══ Task input

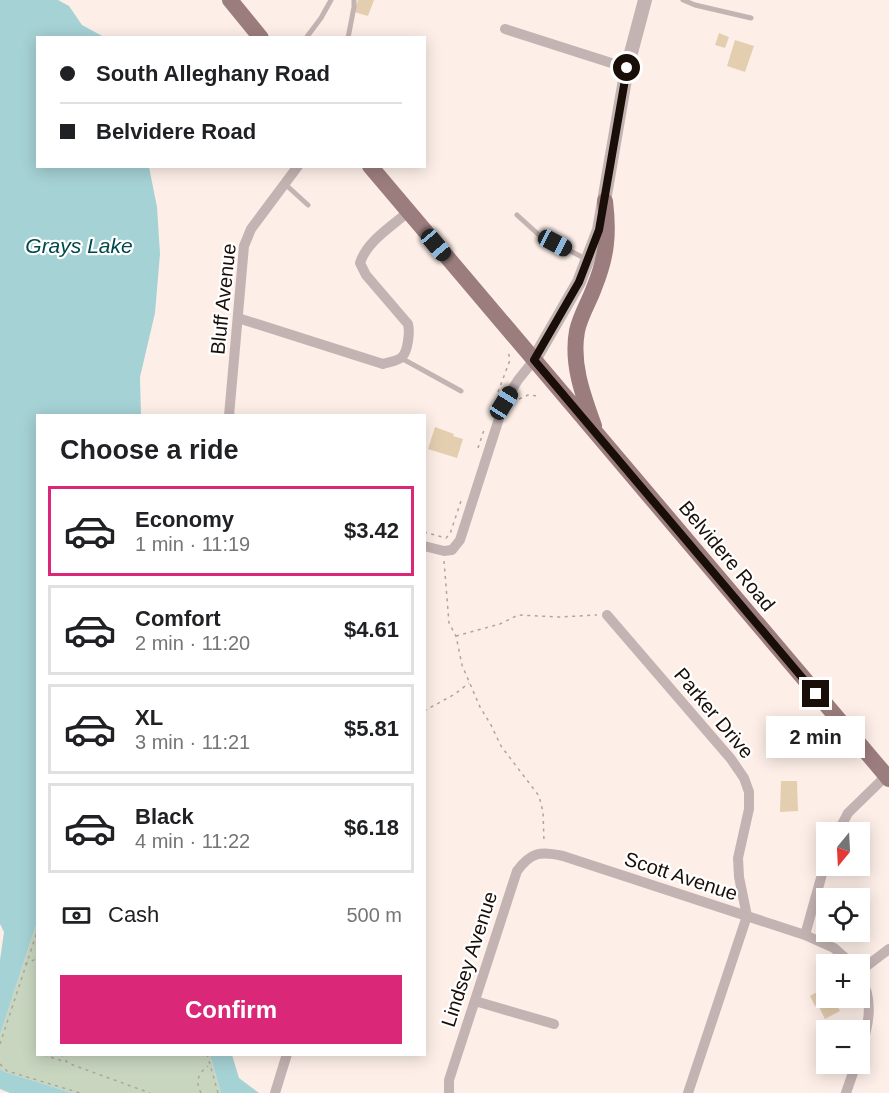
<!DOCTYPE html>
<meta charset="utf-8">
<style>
:root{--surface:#fff;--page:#f2f2f2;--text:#202124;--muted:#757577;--line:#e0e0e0;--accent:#db2777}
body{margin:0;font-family:Arial,sans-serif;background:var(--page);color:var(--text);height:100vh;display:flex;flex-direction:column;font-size:22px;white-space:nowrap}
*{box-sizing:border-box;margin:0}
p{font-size:20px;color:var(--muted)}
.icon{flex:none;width:33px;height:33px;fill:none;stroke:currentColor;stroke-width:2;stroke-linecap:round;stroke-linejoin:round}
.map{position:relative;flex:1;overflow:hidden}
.drawer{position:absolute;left:36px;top:414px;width:390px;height:642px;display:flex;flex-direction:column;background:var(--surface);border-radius:0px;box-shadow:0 3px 15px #0003}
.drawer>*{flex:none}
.hud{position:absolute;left:36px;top:36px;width:390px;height:132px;border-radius:0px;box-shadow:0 3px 15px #0003;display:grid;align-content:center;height:132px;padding:0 24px;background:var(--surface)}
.needle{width:39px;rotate:198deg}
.fabs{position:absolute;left:816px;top:822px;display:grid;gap:12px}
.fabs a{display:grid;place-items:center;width:54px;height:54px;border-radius:0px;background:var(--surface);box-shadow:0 3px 15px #0003;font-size:30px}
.end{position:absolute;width:27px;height:27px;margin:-14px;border:8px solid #190e08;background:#fff;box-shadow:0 0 0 3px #fff}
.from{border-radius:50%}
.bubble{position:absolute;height:42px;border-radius:0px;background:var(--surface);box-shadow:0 3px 15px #0003;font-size:20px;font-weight:800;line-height:42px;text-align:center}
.car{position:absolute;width:18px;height:36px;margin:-18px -9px;border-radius:8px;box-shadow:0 0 4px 2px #0007;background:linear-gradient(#222 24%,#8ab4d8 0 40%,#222 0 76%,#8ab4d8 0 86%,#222 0)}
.hud b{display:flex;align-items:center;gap:21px;height:57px;font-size:22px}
.hud b+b{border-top:2px solid var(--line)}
.hud i{width:15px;height:15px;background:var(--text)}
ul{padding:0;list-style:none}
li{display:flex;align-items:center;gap:18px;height:90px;margin:0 12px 9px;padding:0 12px;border:3px solid var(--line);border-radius:0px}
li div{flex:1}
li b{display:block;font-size:22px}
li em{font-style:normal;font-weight:800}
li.current{border-color:var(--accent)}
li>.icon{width:54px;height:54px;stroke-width:1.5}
h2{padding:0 24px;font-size:27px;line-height:72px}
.pay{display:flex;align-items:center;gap:15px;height:66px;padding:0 24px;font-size:22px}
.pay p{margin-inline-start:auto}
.button{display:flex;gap:12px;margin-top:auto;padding:12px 24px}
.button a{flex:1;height:69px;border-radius:0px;background:var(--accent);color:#fff;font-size:24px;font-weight:800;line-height:69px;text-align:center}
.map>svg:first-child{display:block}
.green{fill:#c8d6c0}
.water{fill:#a5d2d5}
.building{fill:#e4ceb0}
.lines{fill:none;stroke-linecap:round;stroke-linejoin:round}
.path{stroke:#b1a49d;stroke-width:1.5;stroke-dasharray:3 4.5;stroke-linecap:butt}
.service{stroke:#c4b3b3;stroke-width:5}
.minor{stroke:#c4b3b3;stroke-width:10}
.tertiary{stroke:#c4b3b3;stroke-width:14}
.primary{stroke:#9c7d7e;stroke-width:16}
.route{stroke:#190e08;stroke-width:8}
.labels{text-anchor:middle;stroke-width:4.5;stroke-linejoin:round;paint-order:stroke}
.street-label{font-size:20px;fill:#190e08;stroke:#fff}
.water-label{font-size:21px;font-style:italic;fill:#01484c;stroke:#fff}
</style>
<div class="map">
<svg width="889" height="1093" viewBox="0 0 889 1093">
<rect width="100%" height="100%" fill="#fdefe8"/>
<path class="green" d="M 37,922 L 38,1054 L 210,1055 L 221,1093 L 73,1093 L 5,1072 L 0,1069 L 0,1035 Z"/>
<path class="water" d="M 0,0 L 58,0 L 69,6 L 82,25 L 104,37 L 38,38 L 38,166 L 149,167 L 157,207 L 160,254 L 155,313 L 140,377 L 141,415 L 38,416 L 37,922 L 0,1035 L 0,960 L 4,932 L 0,924 Z
M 210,1055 L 232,1055 L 239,1078 L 259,1093 L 221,1093 Z
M 0,1069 L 5,1072 L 73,1093 L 10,1093 L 0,1089 Z"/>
<path class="building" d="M 358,0 L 374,0 L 368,16 L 354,12 Z
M 719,33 L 729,37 L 725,48 L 715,45 Z
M 735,40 L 754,46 L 745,72 L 727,66 Z
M 435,427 L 454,434 L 453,436 L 463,439 L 457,458 L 428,449 Z
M 781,781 L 797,781 L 798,811 L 780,812 Z
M 826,987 L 826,998 L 833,998 L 840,1011 L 825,1019 L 818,1005 L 815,1006 L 810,996 Z"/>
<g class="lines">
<path class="path" d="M 498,392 L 510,360 L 508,351
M 519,399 L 528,395 L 538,396
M 478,448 L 484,430
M 424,532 L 446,538 L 450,534 L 461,501
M 444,561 L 449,623 L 456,636 L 462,665 L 480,707 L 491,725 L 501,746 L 539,796 L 543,812 L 544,842
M 456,636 L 500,624 L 518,615 L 559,617 L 597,615
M 424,711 L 455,694 L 469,683
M 25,964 L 38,958
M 0,1044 L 38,929
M 61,1054 L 67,1062 L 73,1065 L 150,1093
M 207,1054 L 218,1093
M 44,1055 L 66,1062
M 0,1064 L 7,1071 L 80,1093
M 201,1093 C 195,1081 198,1074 208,1066"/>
<path class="service" d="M 683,0 L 695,5 L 751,18
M 306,38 L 321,18 L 331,0
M 348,38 L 354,7 L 354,0
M 285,184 L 308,205
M 517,215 L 539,235 L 586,259
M 401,358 L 461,391"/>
<path class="minor" d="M 505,29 L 627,68
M 238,318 L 383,364 C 389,362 398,361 402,357 C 408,351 410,332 408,324 L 366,275 L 360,263 C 367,241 391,227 408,212
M 229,416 L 244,246 L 251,229 L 298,166
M 424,546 L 444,551 L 452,550 L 460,540 L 504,403 L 518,380 L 534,360
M 607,615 L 731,759 L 744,778 L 749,792 L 749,809 L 738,858 L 739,877 L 747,916 L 688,1093
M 838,832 L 848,813 L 886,776
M 805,935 L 826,860
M 860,971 L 889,949
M 860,977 C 875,1001 868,1027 860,1053
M 475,1001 L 554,1024
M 275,1093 L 287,1054
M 449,1093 L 449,1080 L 517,871 C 531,852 540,851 563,856 L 805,935 L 834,948 L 852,964
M 846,1093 L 856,1064"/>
<path class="tertiary" d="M 534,360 L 579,282 L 599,230 L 627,68 L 645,0"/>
<path class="primary" d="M 230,0 L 261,38
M 370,166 L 889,779
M 594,426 C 583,395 571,364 577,331 C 580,316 589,302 594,288 C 607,256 609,234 605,201"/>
</g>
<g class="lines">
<path class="route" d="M 627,68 L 599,230 L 579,282 L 534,360 L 816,694"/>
</g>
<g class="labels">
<g class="street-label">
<text transform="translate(223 299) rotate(-84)" y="7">Bluff Avenue</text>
<text transform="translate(727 556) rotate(50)" y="7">Belvidere Road</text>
<text transform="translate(714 713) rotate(50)" y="7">Parker Drive</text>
<text transform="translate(681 876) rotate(18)" y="7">Scott Avenue</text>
<text transform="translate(469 959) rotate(-72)" y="7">Lindsey Avenue</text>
</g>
<g class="water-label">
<text x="79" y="253">Grays Lake</text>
</g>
</g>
</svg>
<div class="fabs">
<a><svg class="needle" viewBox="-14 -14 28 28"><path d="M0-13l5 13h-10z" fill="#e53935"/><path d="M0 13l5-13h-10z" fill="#757577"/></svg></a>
<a><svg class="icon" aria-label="locate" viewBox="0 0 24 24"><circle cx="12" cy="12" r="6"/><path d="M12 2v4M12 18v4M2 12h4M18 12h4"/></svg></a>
<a>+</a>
<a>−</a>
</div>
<i class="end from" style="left:627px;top:68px"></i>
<i class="end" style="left:816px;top:694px"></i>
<div class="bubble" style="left:766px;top:716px;width:99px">2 min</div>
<i class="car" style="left:555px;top:243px;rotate:118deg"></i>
<i class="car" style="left:436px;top:245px;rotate:140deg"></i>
<i class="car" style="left:504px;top:403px;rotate:32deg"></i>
<div class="hud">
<b><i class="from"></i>South Alleghany Road</b>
<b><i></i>Belvidere Road</b>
</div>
<section class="drawer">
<h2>Choose a ride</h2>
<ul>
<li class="current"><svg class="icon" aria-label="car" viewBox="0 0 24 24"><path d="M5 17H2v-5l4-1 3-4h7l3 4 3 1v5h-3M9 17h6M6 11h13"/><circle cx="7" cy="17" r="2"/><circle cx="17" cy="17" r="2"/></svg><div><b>Economy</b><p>1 min · 11:19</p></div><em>$3.42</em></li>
<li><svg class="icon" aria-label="car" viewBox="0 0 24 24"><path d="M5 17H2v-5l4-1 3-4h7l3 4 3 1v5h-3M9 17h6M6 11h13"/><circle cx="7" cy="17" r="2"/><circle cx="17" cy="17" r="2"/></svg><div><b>Comfort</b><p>2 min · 11:20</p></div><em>$4.61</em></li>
<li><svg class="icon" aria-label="car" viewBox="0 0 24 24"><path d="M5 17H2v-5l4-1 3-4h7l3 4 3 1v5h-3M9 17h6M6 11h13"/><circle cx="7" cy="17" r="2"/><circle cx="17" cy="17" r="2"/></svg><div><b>XL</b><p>3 min · 11:21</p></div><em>$5.81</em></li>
<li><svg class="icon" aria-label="car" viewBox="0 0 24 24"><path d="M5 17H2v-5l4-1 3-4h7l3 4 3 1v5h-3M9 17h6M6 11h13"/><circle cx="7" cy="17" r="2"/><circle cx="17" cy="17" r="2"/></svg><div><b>Black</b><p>4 min · 11:22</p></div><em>$6.18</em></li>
</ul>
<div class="pay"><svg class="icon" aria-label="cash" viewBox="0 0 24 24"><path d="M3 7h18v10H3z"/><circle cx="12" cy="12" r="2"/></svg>Cash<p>500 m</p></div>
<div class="button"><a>Confirm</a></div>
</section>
</div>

════

Task to carry out:
Scan the material for lines with the word "shadow". Reply with how many there are, number only.

Written response:
6